BENGALURU (Reuters) – Shares of Reliance Industries fell as much as 3% after the conglomerate reported first-quarter profit below analysts’ estimates on Friday, hurt by weak performance in its energy and retail segments.
India’s most valuable company’s results were predominantly hurt by lower margins on fuel sales, while sluggish discretionary spending dragged retail division’s performance.
The fashion and lifestyle segment was hit by lower demand distribution, V Srikanth, the company’s chief financial officer, said in a call on Friday.
Retail revenue growth reflects a continuation of a slowing trend seen from last quarter despite higher footfalls, Ambit Capital analysts said in a note.
The retail segment’s 7% revenue growth came below several analysts’ expectations.
Retail still faces a lack of support from the macro environment, while the oil-to-chemicals segment will likely remain lacklustre given weak margin environment and new refining capacities being commissioned, HSBC analysts said in a note.

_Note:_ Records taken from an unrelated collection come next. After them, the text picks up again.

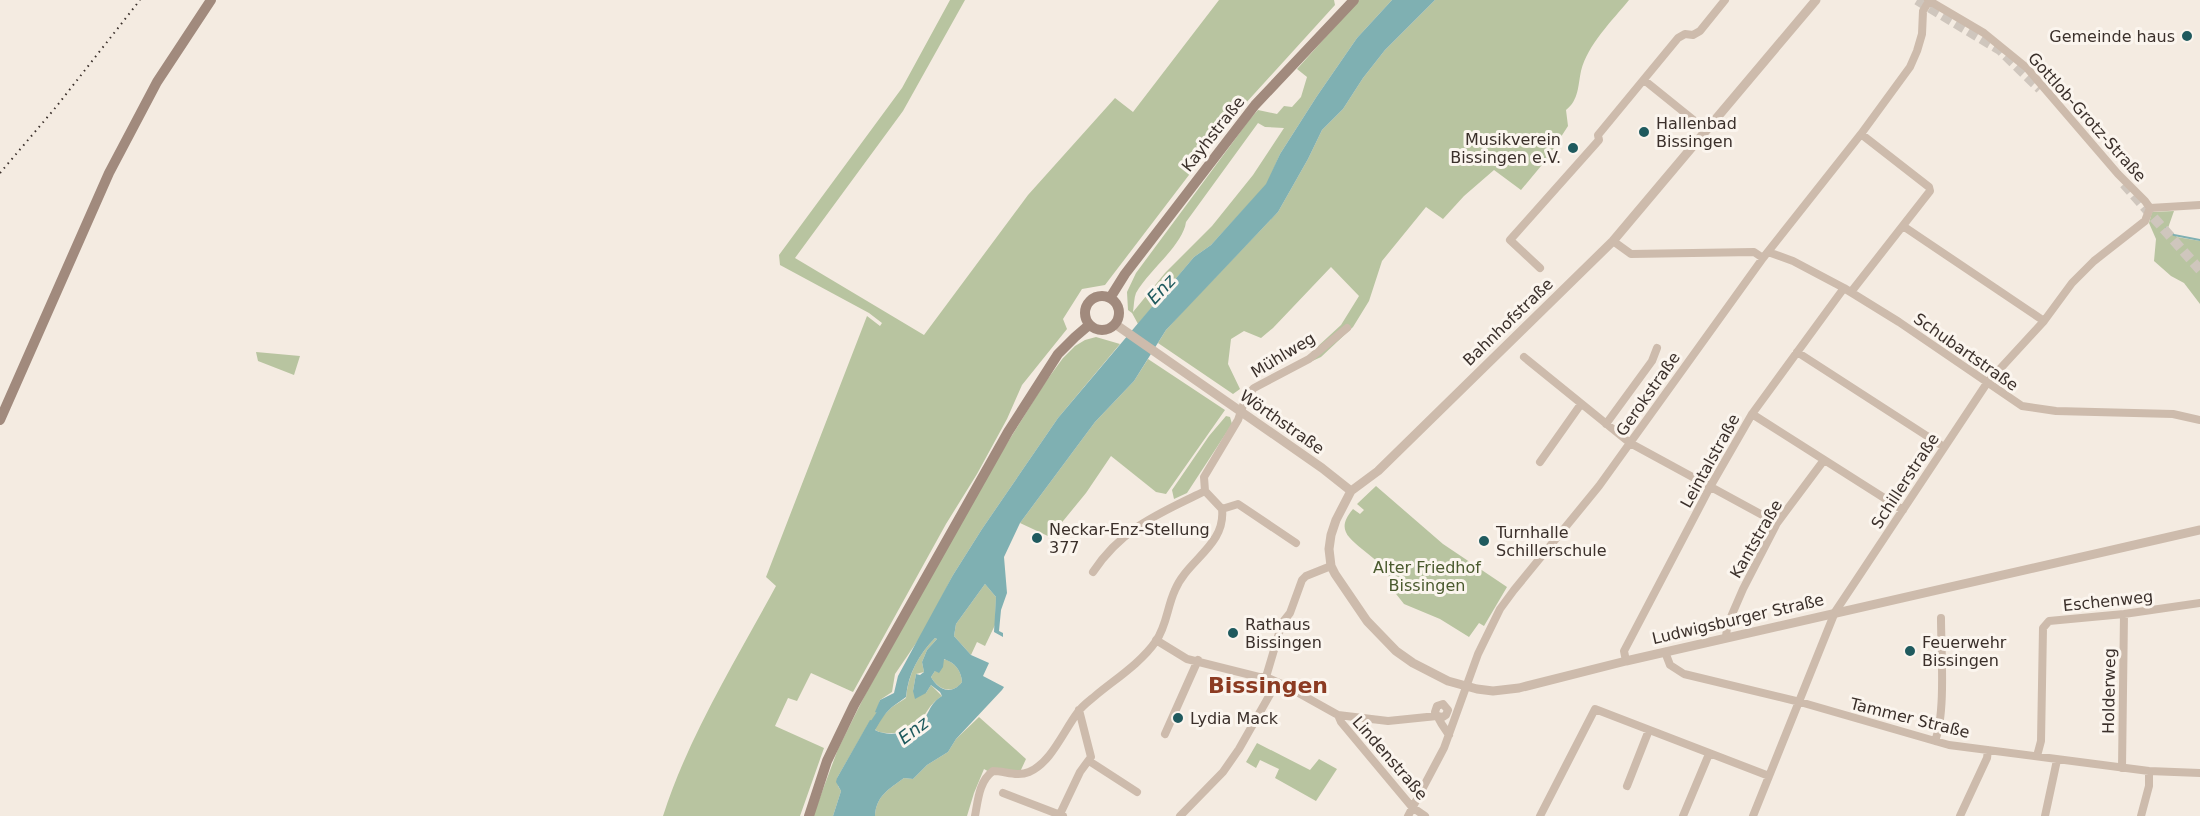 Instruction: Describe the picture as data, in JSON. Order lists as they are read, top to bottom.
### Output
{
  "streets": {
    "main road": ["Kayhstraße"],
    "street": [
      "Gottlob-Grotz-Straße",
      "Bahnhofstraße",
      "Schubartstraße",
      "Mühlweg",
      "Gerokstraße",
      "Wörthstraße",
      "Leintalstraße",
      "Schillerstraße",
      "Kantstraße",
      "Eschenweg",
      "Ludwigsburger Straße",
      "Holderweg",
      "Tammer Straße",
      "Lindenstraße"
    ]
  },
  "crossings": [
    ["Gottlob-Grotz-Straße", "Gerokstraße"],
    ["Gottlob-Grotz-Straße", "Schillerstraße"],
    ["Kayhstraße", "Wörthstraße"],
    ["Bahnhofstraße", "Schubartstraße"],
    ["Bahnhofstraße", "Wörthstraße"],
    ["Bahnhofstraße", "Ludwigsburger Straße"],
    ["Schubartstraße", "Gerokstraße"],
    ["Schubartstraße", "Leintalstraße"],
    ["Schubartstraße", "Schillerstraße"],
    ["Mühlweg", "Wörthstraße"],
    ["Gerokstraße", "Leintalstraße"],
    ["Gerokstraße", "Ludwigsburger Straße"],
    ["Gerokstraße", "Lindenstraße"],
    ["Leintalstraße", "Ludwigsburger Straße"],
    ["Schillerstraße", "Ludwigsburger Straße"],
    ["Schillerstraße", "Tammer Straße"],
    ["Kantstraße", "Ludwigsburger Straße"],
    ["Eschenweg", "Holderweg"],
    ["Eschenweg", "Tammer Straße"],
    ["Ludwigsburger Straße", "Tammer Straße"],
    ["Holderweg", "Tammer Straße"]
  ],
  "districts": ["Bissingen"],
  "water": ["Enz"],
  "parks": ["Alter Friedhof Bissingen"],
  "places": [
    "Gemeinde haus",
    "Hallenbad Bissingen",
    "Musikverein Bissingen e.V.",
    "Neckar-Enz-Stellung 377",
    "Turnhalle Schillerschule",
    "Rathaus Bissingen",
    "Feuerwehr Bissingen",
    "Lydia Mack"
  ]
}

Reliance shares are up 17.6% so far this year, compared with 13% gains in the NSE Nifty 50 index
Moderated capex in the first quarter coupled with retail’s sluggishness would lead investors to keep their optimism in check, Ambit analysts said.
Oil-to-chemicals earnings in this fiscal are expected to remain muted considering the weaker first quarter and uncertain margin environment over the rest of the year, ICICI Securities said in a note, adding that could weigh on overall earnings of the company.